Shannon needed the quantity $C$ to formulate the "Channel Coding Theorem" – one of the highlights of the information theory he founded.
$\text{Shannon's Channel Coding Theorem: }$
- For every transmission channel with channel capacity $C > 0$, there exists (at least) one $(k,\ n)$–block code, whose (block) error probability approaches zero as long as the code rate $R = k/n$ is less than or equal to the channel capacity:
- $$R ≤ C.$$
- The prerequisite for this, however, is that the following applies to the block length of this code: $n → ∞.$
The proof of this theorem, which is beyond the scope of our learning tutorial, can be found for example in [CT06][2], [Kra13][3] und [Meck09][4].
As will be shown in Exercise 3.13, the reverse is also true. This proof can also be found in the literature references just mentioned.
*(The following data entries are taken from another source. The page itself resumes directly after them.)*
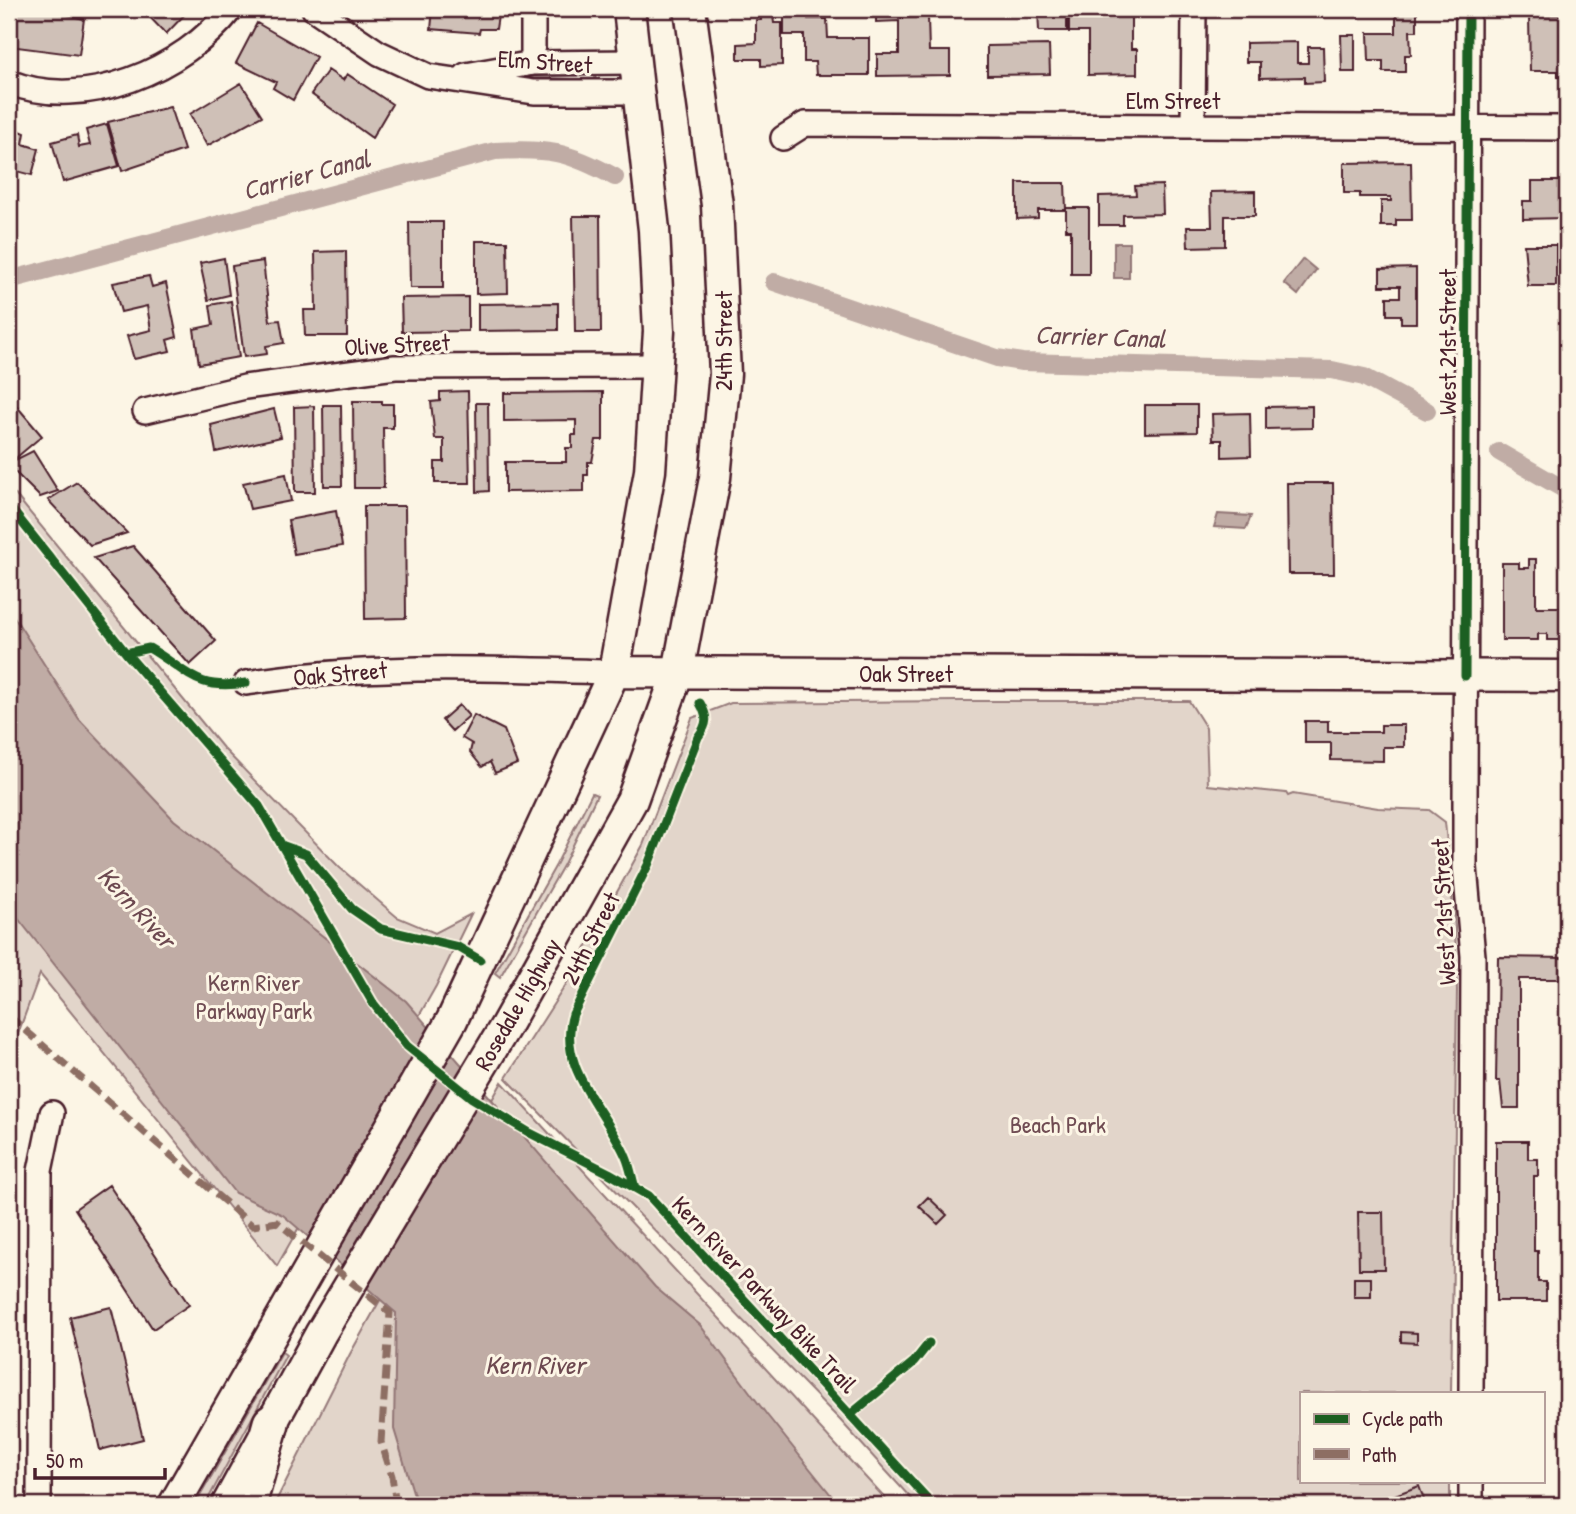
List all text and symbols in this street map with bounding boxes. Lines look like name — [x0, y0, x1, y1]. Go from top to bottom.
street label: Elm Street — [497, 42, 594, 80]
street label: Elm Street — [1126, 84, 1221, 116]
water label: Carrier Canal — [239, 140, 374, 208]
street label: West 21st Street — [1431, 268, 1463, 415]
street label: 24th Street — [707, 290, 739, 391]
water label: Carrier Canal — [1034, 316, 1167, 356]
street label: Olive Street — [343, 325, 451, 363]
street label: Oak Street — [292, 653, 389, 693]
street label: Oak Street — [859, 657, 954, 689]
street label: West 21st Street — [1423, 837, 1463, 986]
water label: Kern River — [90, 858, 186, 958]
street label: 24th Street — [553, 886, 627, 990]
street label: Rosedale Highway — [466, 932, 568, 1076]
park label: Kern River Parkway Park — [196, 966, 312, 1026]
park label: Beach Park — [1010, 1108, 1106, 1140]
street label: Kern River Parkway Bike Trail — [665, 1189, 865, 1400]
water label: Kern River — [485, 1347, 588, 1382]
legend — [1300, 1392, 1544, 1482]
text: Cycle path — [1362, 1404, 1443, 1433]
scale bar — [35, 1437, 164, 1481]
text: Path — [1362, 1440, 1397, 1469]
text: 50 m — [46, 1446, 83, 1475]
$\text{Reverse of Shannon's channel coding theorem: }$
If the rate $R$ of the $(n,\ k)$–block code used is greater than the channel capacity $C$, then an arbitrarily small block error probability is not achievable.
In the chapter AWGN model for discrete-time band-limited signals it is explained in connection with the continuous-value AWGN channel model what phenomenally great significance Shannon's theorem has for the entire field of information technology, not only for those interested exclusively in theory, but also for practitioners.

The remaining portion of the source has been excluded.